Seim, Josh and David Harding. “Parolefare: Poverty Governance, Post-Prison Supervision, and Low Wage Work.”
Abstract: A fragmented American state governs the poor in part by managing their exclusion and regulating their exploitation. Many scholars pin a governance of exclusion to the penal state and a governance of exploitation to the workfare state. We consider how these regulatory strategies might coexist within institutions by turning to parole, an institution that seems to blend the architectural and administrative features of the penitentiary and the welfare office.
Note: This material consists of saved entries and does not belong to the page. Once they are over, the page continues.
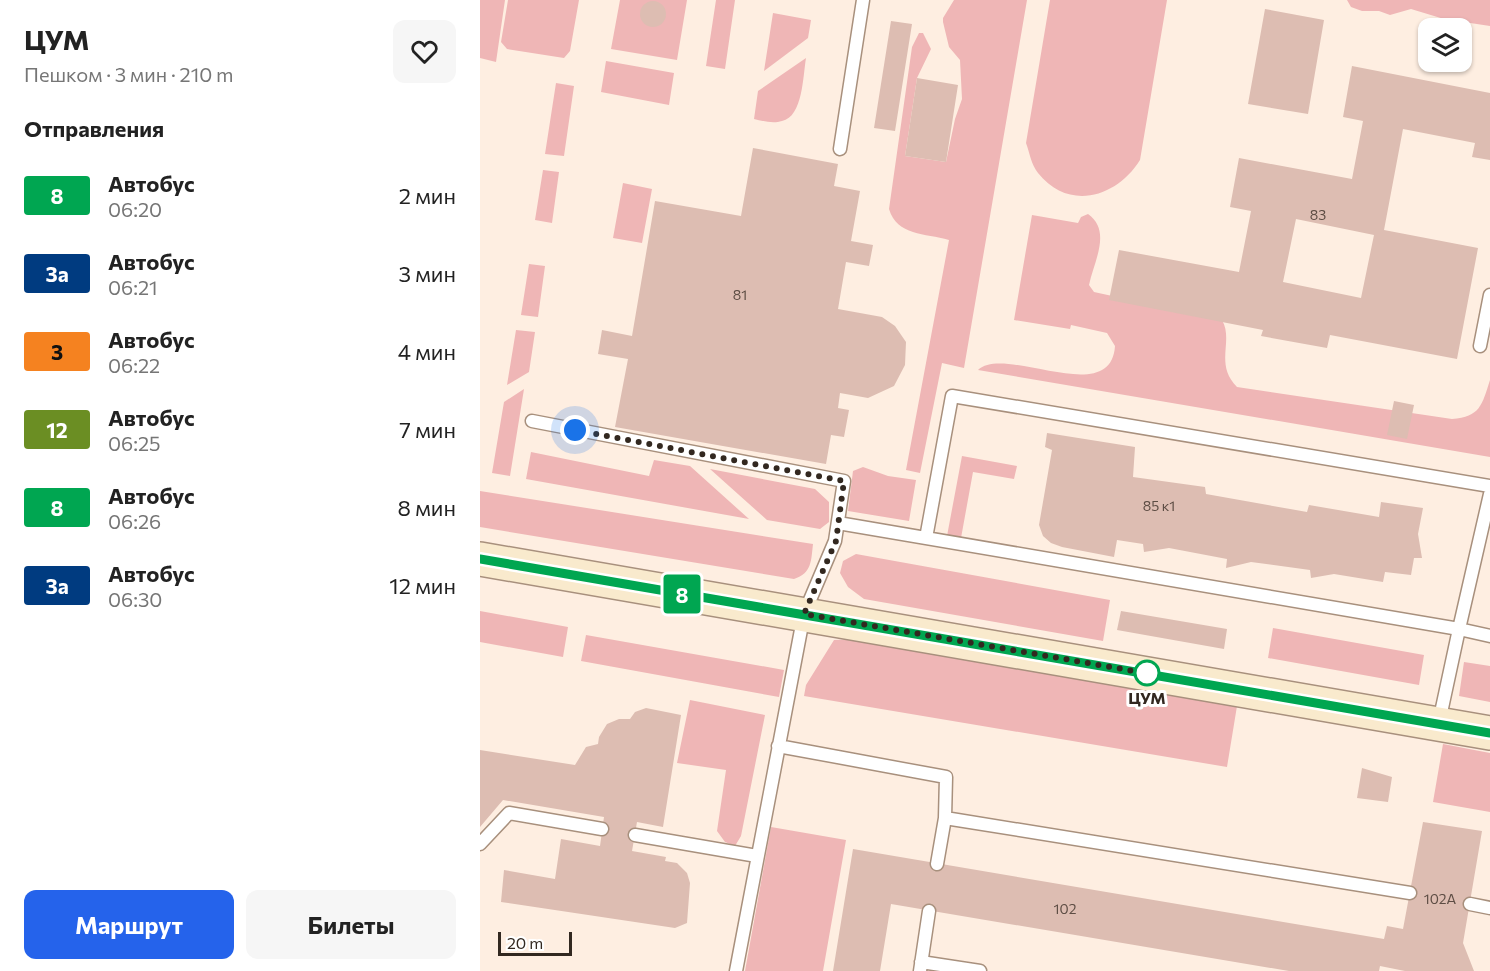 <!DOCTYPE html>
<html lang="ru">
<meta charset="utf-8">
<style>
:root{--surface:#fff;--page:#f6f6f6;--text:#222;--muted:#767676;--accent:#2563eb}
body{margin:0;font-family:Commissioner,sans-serif;background:var(--page);color:var(--text);height:100vh;display:flex;flex-direction:column;font-size:22px;white-space:nowrap}
*{box-sizing:border-box;margin:0}
p{font-size:20px;color:var(--muted)}
.icon{flex:none;width:33px;height:33px;fill:none;stroke:currentColor;stroke-width:2;stroke-linecap:round;stroke-linejoin:round}
.map{position:relative;flex:1;overflow:hidden}
.sheet{display:flex;flex-direction:column;background:var(--surface);width:480px}
.sheet>*{flex:none}
.badge{padding:0 12px;border-radius:4px;font-size:21px;line-height:39px}
.fabs{position:absolute;left:938px;top:18px;display:grid;gap:12px}
.fabs a{display:grid;place-items:center;width:54px;height:54px;border-radius:12px;background:var(--surface);box-shadow:0 2px 4px #0004;font-size:30px}
.scale{position:absolute;left:18px;bottom:15px;width:74px;box-sizing:border-box;padding-left:6px;border:3px solid #322820;border-top:0;font-size:16px;line-height:21px;white-space:nowrap;color:#322820;-webkit-text-stroke:4px #fff;paint-order:stroke}
.you{position:absolute;width:30px;height:30px;margin:-15px;border:4px solid #fff;border-radius:50%;background:#1a73e8;box-shadow:0 0 0 9px #1a73e833}
.map>.badge{position:absolute;translate:-50% -50%;box-shadow:0 0 0 3px #fff}
h2{padding:0 24px;font-size:22px;line-height:54px}
.round{display:grid;place-items:center;flex:none;width:63px;height:63px;border-radius:12px;background:var(--page)}
.headline{display:flex;align-items:center;justify-content:space-between;height:102px;padding:0 24px}
h1{font-size:28px;font-weight:700;line-height:45px}
.button{display:flex;gap:12px;margin-top:auto;padding:12px 24px}
.button a{flex:1;height:69px;border-radius:12px;background:var(--accent);color:#fff;font-size:24px;font-weight:700;line-height:69px;text-align:center}
.button a+a{background:var(--page);color:var(--text)}
ul{padding:0;list-style:none}
li{display:flex;align-items:center;gap:18px;height:78px;padding:0 24px}
li div{flex:1}
li b{display:block;font-size:22px}
li em{font-style:normal}
li .badge{min-width:66px;font-weight:700;text-align:center}
main{display:flex;flex:1;min-height:0}
.map>svg:first-child{display:block}
.green{fill:#efb6b6}
.building{fill:#ddbdb2;fill-rule:evenodd}
.lines{fill:none;stroke-linecap:round;stroke-linejoin:round}
.service-casing{stroke:#a8907d;stroke-width:15}
.secondary-casing{stroke:#a8907d;stroke-width:36}
.service{stroke:#fff;stroke-width:12}
.secondary{stroke:#f9eacd;stroke-width:33}
.line-casing{stroke:#fff;stroke-width:14}
.line{stroke:#00a651;stroke-width:9}
.walk{stroke:#322820;stroke-width:6;stroke-dasharray:0 10.8}
.stop-dot{fill:#fff;stroke:#00a651;stroke-width:3}
.labels{text-anchor:middle;stroke-width:6;stroke-linejoin:round;paint-order:stroke}
.number-label{font-size:14px;fill:#5d4d44}
.stop-label{font-size:16px;font-weight:bold;fill:#322820;stroke:#fff}
</style>
<main>
<section class="sheet">
<div class="headline"><div><h1>ЦУМ</h1><p>Пешком · 3 мин · 210 m</p></div><a class="round"><svg class="icon" aria-label="heart" viewBox="0 0 24 24"><path d="M12 20l-8-8c-3-5 5-10 8-4 3-6 11-1 8 4z"/></svg></a></div>
<h2>Отправления</h2>
<ul>
<li><span class="badge" style="background:#00a651;color:#fff">8</span><div><b>Автобус</b><p>06:20</p></div><em>2 мин</em></li>
<li><span class="badge" style="background:#003b80;color:#fff">3а</span><div><b>Автобус</b><p>06:21</p></div><em>3 мин</em></li>
<li><span class="badge" style="background:#f58220;color:#111">3</span><div><b>Автобус</b><p>06:22</p></div><em>4 мин</em></li>
<li><span class="badge" style="background:#6b8e23;color:#fff">12</span><div><b>Автобус</b><p>06:25</p></div><em>7 мин</em></li>
<li><span class="badge" style="background:#00a651;color:#fff">8</span><div><b>Автобус</b><p>06:26</p></div><em>8 мин</em></li>
<li><span class="badge" style="background:#003b80;color:#fff">3а</span><div><b>Автобус</b><p>06:30</p></div><em>12 мин</em></li>
</ul>
<div class="button"><a>Маршрут</a><a>Билеты</a></div>
</section>
<div class="map">
<svg width="1010" height="971" viewBox="0 0 1010 971">
<rect width="100%" height="100%" fill="#feeee1"/>
<!-- green -->
<path class="green" d="M0,0h25l-9,62 -16,-4z
M28,0h71l-9,51 -6,7 -57,-9 -6,-7z
M140,0h67l-10,60 -66,-11z
M236,0h19l-10,69 -19,-3z
M474,0h73l-63,368 -22,-5 -22,110 -14,-3 43,-230c-24,-7 -52,-4 -60,-31l23,-162 7,-14h4l8,16 -14,29 -12,78 41,6 9,-43 7,-20 -2,-39 -11,-13 -6,-25v-4z
M570,0h117l-27,160c-23,37 -71,52 -102,13 -7,-9 -8,-19 -12,-30z
M867,0h143v26l-46,-7 -33,-10 -21,6 -11,-4h-17l-11,-4z
M293,13l38,7 -3,18 -44,33z
M326,58c-3,17 -3,59 -24,63 -9,3 -19,0 -28,-2l4,-28z
M126,61l68,12 -5,32 -68,-13z
M76,83l18,3 -10,70 -19,-2z
M63,170l16,2 -7,51 -17,-3z
M143,183l29,6 -10,54 -29,-5z
M608,214c24,17 6,47 1,71l5,7 128,28c12,21 -8,44 15,67l215,32c28,-2 30,-14 38,-39v77l-512,-87c27,-26 133,39 137,-24l-8,-13 -36,-8 -1,4 -56,-9 18,-105 46,8 3,-6z
M49,264l16,2 -7,51 -17,-2z
M36,330l19,2 -6,40 -22,13z
M44,389l-14,87 -18,-3 12,-71z
M51,452l118,24 5,-16 36,6 59,53 -223,-40z
M482,456l55,10 -3,13 -41,-7 -12,66 -14,-2z
M383,467l25,9 28,4 -7,41 -61,-10 5,-40z
M230,469l105,20 14,13v20l-9,7 -53,-9z
M0,491l333,53c-2,17 -1,29 -19,35l-314,-52z
M376,554l254,46 -7,41 -239,-42 -16,-12 -8,-14 3,-12z
M0,611l88,16 -5,30 -83,-15z
M793,628l151,27 -5,30 -151,-27z
M106,635l198,35 -5,27 -198,-36z
M376,639l381,67 -10,61 -423,-71 2,-11 28,-45z
M984,662l26,4v36l-31,-6z
M210,700l75,15 -24,121 -6,10 -10,-4 -8,-11 9,-61 -49,-7z
M963,744l47,9v59l-57,-10z
M291,827l75,13 -23,131h-78z"/>
<!-- building -->
<path class="building" d="M160 14a13 13 0 1 1 26 0a13 13 0 1 1-26 0Z
M785,9l59,11 -16,94 -60,-10z
M411,21l21,3 -17,107 -21,-3z
M872,66l138,27v67l-18,-3 3,-14 -72,-14 -19,101 94,18 -21,111 -127,-24 -3,13 -66,-12 2,-6 -154,-30 10,-50 120,22 12,-61 -21,-4 9,-49 113,21 11,-58 -20,-4zM816,219l78,16 -13,63 -78,-16z
M437,78l41,7 -12,77 -41,-6z
M273,148l85,16 -4,22 26,5 -9,50 22,4 -4,21 -23,-4 -8,47 44,8 13,9 11,16 -1,23 -11,21 -26,12 -28,-5 -2,15 11,2 -5,27 -13,-2 -5,29 -211,-37 13,-68 -30,-5 4,-24 30,6 23,-135 86,15z
M914,401l20,4 -7,34 -20,-4z
M567,433l88,14 -2,30 72,10 1,7 101,18 2,-7 70,12 2,-15 42,6 -5,26 4,24h-8l-3,17 -26,-3 -2,10 -49,-8 -23,4 -1,-8 -59,-8 -25,6 1,-9 -58,-11 -25,4 -1,-8 -26,-4 -3,17 -52,-10 -11,-4 -8,-7 -4,-11 13,-75 -7,-3z
M641,611l106,18 -3,20 -107,-19z
M166,708l35,7 -18,112 -26,-5 -5,29 34,6 -1,4 12,2 10,10 3,10 -3,40 -12,5 -174,-26 3,-32 51,9 6,-40 39,7 4,-29 -101,-17 -23,27v-77l95,15 11,-18 12,-3 1,-7 8,-13 12,-5h11l5,-7z
M882,768l30,9 -4,25 -31,-4z
M943,822l59,9 -19,112 11,28h-69l-25,-5 -1,5h-90l-398,-67 -11,67h-47l20,-122 531,90 3,-13 16,3z"/>
<g class="lines">
<!-- service casing -->
<g class="service-casing">
<path id="service" d="M360,149l23,-149
M1000,346l10,-51
M52,421l312,60 -9,60 -31,73 -68,357
M1010,494l-31,135 31,7
M358,523l621,106 -20,93
M446,538l26,-142 538,90
M298,746l168,31 -1,41 -8,46
M465,818l465,75
M155,835l122,21
M0,844l29,-31 93,16
M990,904l20,4
M441,962l59,9
M440,971l9,-60"/>
</g>
<!-- secondary casing -->
<g class="secondary-casing">
<path id="secondary" d="M0,559l1010,174"/>
</g>
<!-- service -->
<use href="#service" class="service"/>
<!-- secondary -->
<use href="#secondary" class="secondary"/>
</g>
<g class="lines">
<!-- line casing -->
<g class="line-casing">
<path id="line" d="M0,559l1010,174"/>
</g>
<!-- line -->
<use href="#line" class="line"/>
<!-- walk -->
<path class="walk" d="M95,430l269,51 -8,60 -32,73 353,61 -10,-2"/>
</g>
<!-- markers -->
<circle class="stop-dot" cx="667" cy="673" r="12"/>
<g class="labels">
<!-- number labels -->
<g class="number-label">
<text x="838" y="220">83</text>
<text x="260" y="300">81</text>
<text x="679" y="511">85 к1</text>
<text x="960" y="904">102А</text>
<text x="585" y="914">102</text>
</g>
<!-- stop labels -->
<g class="stop-label">
<text x="667" y="704">ЦУМ</text>
</g>
</g>
</svg>
<div class="fabs">
<a><svg class="icon" aria-label="layers" viewBox="0 0 24 24"><path d="M12 4l9 5-9 5-9-5zM3 14l9 5 9-5"/></svg></a>
</div>
<div class="scale">20 m</div>
<div class="you" style="left:95px;top:430px"></div>
<b class="badge" style="left:202px;top:594px;background:#00a651;color:#fff">8</b>
</div>
</main>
Drawing on a series of correctional, employment, and arrest records for a cohort of working age formerly imprisoned people in Michigan, we show that parole generally supervises a jobless population, but it also governs a significant number of people who work in the formal economy. We also find that parole supervision increases the odds of employment across a number of industries. However, we do not find convincing evidence that parolee employment alleviates individual poverty or reduces the odds of recidivism. These results inspire a conceptualization of “parolefare,” another regime that successfully motivates worker-citizenship but does little to extend or protect the life chances of the poor.